• Study material
────
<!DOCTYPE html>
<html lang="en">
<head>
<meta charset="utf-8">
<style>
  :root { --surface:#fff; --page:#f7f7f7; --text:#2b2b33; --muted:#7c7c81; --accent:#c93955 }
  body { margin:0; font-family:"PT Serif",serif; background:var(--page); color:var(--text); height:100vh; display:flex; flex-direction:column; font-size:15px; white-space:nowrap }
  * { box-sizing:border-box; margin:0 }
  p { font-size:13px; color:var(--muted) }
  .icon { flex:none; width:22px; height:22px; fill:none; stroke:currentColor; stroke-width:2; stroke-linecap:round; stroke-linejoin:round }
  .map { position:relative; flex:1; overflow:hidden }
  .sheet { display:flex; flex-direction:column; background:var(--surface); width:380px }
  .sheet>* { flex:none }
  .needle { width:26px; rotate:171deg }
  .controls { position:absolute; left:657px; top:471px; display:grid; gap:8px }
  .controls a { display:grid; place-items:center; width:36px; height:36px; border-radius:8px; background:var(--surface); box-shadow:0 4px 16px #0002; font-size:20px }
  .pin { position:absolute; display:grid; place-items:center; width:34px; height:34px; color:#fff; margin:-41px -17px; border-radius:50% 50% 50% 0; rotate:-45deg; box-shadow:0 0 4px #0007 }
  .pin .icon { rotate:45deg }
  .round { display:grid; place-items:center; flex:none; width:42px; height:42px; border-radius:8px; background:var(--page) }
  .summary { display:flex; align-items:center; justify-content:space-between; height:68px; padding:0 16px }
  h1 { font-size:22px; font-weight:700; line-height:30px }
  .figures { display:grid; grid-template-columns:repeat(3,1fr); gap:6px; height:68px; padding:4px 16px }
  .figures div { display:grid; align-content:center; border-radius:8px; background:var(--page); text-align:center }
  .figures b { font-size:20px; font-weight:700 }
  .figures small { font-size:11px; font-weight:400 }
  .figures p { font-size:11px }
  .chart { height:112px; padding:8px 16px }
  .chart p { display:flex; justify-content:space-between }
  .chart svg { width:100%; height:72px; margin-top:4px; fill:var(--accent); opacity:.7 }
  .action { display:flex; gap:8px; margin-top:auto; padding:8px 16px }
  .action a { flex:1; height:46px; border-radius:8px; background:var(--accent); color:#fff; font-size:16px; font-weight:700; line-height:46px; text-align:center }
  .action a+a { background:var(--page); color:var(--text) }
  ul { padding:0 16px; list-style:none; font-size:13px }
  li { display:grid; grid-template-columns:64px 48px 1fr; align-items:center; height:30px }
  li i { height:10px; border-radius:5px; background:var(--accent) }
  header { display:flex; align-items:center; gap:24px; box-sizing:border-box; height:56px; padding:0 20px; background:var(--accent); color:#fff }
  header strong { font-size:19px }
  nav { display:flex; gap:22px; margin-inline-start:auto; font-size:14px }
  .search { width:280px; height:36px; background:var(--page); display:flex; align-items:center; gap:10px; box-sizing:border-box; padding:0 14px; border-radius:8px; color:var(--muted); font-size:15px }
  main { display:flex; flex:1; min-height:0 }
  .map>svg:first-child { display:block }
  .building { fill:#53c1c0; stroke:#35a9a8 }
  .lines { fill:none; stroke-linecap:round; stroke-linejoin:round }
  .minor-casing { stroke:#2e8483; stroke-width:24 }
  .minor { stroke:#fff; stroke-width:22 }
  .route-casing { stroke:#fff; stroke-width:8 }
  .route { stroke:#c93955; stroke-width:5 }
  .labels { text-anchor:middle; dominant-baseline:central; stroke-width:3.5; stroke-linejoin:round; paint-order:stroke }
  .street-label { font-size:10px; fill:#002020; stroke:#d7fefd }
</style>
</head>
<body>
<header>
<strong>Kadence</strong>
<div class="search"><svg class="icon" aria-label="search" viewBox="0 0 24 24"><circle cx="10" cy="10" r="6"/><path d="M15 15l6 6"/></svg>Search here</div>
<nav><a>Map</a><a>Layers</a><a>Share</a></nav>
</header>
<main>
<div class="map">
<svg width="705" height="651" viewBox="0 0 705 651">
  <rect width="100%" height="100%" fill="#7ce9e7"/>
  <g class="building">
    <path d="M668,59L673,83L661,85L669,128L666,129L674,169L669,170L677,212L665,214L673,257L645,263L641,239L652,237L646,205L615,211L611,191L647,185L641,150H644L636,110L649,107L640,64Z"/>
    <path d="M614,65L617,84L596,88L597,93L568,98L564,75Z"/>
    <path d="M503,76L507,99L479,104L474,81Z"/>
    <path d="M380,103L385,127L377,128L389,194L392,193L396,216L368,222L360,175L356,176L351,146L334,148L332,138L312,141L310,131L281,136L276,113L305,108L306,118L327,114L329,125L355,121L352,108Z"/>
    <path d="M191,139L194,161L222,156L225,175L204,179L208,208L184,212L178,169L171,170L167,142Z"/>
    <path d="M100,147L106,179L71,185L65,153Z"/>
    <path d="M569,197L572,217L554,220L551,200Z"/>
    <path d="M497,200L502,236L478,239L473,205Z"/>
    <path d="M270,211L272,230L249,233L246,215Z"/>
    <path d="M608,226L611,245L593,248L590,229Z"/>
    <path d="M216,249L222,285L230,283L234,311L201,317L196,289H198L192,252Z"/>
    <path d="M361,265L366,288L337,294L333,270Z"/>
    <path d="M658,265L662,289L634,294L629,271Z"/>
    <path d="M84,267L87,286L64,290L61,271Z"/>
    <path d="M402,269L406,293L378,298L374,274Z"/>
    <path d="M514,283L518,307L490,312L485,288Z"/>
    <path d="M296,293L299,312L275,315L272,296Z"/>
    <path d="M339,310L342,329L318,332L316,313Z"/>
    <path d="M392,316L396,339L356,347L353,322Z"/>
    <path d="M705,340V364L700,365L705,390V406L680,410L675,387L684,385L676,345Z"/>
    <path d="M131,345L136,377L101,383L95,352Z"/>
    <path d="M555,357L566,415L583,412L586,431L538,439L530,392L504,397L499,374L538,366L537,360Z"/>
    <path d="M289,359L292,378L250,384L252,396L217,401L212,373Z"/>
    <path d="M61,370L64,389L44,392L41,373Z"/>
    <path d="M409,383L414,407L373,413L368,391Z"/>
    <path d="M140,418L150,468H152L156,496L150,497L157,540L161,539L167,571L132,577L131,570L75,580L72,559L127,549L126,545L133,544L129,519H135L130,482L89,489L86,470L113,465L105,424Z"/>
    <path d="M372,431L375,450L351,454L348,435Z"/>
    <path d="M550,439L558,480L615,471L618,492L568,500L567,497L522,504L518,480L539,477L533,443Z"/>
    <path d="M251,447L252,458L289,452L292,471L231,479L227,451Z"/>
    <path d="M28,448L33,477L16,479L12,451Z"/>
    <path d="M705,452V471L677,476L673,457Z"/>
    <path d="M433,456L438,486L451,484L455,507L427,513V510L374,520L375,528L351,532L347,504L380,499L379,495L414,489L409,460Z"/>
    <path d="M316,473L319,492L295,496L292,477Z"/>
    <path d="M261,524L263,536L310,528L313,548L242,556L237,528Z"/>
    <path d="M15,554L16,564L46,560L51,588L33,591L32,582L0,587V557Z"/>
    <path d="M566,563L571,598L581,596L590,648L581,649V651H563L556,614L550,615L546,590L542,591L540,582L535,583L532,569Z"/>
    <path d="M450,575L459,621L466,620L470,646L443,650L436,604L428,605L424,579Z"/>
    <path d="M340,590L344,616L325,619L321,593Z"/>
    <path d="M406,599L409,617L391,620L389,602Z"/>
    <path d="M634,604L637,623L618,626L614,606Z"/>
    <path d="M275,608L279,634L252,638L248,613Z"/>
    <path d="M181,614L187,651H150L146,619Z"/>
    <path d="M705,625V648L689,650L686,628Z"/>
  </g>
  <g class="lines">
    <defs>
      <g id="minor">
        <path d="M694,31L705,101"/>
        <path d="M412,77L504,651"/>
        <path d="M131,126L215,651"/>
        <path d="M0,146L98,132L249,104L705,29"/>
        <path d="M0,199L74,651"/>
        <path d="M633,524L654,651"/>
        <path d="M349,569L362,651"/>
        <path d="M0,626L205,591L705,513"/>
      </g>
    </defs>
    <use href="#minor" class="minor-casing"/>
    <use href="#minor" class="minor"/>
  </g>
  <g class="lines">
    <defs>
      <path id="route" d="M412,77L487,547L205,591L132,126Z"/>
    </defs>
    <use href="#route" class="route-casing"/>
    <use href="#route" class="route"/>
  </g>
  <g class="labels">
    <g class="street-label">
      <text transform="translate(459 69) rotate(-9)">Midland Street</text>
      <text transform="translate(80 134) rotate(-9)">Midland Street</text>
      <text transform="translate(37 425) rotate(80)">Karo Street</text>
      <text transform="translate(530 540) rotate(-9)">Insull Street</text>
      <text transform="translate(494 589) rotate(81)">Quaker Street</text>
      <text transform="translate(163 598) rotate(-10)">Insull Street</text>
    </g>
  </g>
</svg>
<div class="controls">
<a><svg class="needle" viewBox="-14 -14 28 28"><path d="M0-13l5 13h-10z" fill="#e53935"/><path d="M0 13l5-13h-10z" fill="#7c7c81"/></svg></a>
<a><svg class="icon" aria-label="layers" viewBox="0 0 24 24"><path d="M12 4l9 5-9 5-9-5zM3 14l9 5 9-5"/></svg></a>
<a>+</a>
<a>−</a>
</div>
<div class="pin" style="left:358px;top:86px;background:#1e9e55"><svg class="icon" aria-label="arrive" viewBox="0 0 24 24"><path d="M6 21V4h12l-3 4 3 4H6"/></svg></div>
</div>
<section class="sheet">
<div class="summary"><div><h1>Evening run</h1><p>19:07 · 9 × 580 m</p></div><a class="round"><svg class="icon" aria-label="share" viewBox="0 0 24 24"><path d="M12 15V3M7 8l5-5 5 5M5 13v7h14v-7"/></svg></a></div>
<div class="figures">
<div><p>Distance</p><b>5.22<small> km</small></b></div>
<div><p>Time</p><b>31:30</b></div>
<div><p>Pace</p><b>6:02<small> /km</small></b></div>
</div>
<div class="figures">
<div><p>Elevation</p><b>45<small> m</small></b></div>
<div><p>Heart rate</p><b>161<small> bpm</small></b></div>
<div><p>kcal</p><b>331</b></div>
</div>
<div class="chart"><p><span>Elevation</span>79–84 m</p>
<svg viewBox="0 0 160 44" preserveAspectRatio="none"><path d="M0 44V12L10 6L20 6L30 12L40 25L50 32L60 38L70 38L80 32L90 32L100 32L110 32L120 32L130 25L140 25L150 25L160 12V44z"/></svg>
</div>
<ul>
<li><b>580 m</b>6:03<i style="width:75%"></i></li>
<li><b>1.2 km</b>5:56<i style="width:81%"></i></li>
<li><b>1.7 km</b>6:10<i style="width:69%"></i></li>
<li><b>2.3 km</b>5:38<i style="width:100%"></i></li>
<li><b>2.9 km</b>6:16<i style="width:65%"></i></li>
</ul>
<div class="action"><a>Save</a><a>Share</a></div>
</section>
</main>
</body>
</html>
────
• Exercise description
Please return only the lines above, starting at the line that has "fill:none; stroke-linecap:round; stroke-linejoin:round" and ending at the line that has "<strong>Kadence</strong>", keeping both and leaving each one unchanged.

• Output
  .lines { fill:none; stroke-linecap:round; stroke-linejoin:round }
  .minor-casing { stroke:#2e8483; stroke-width:24 }
  .minor { stroke:#fff; stroke-width:22 }
  .route-casing { stroke:#fff; stroke-width:8 }
  .route { stroke:#c93955; stroke-width:5 }
  .labels { text-anchor:middle; dominant-baseline:central; stroke-width:3.5; stroke-linejoin:round; paint-order:stroke }
  .street-label { font-size:10px; fill:#002020; stroke:#d7fefd }
</style>
</head>
<body>
<header>
<strong>Kadence</strong>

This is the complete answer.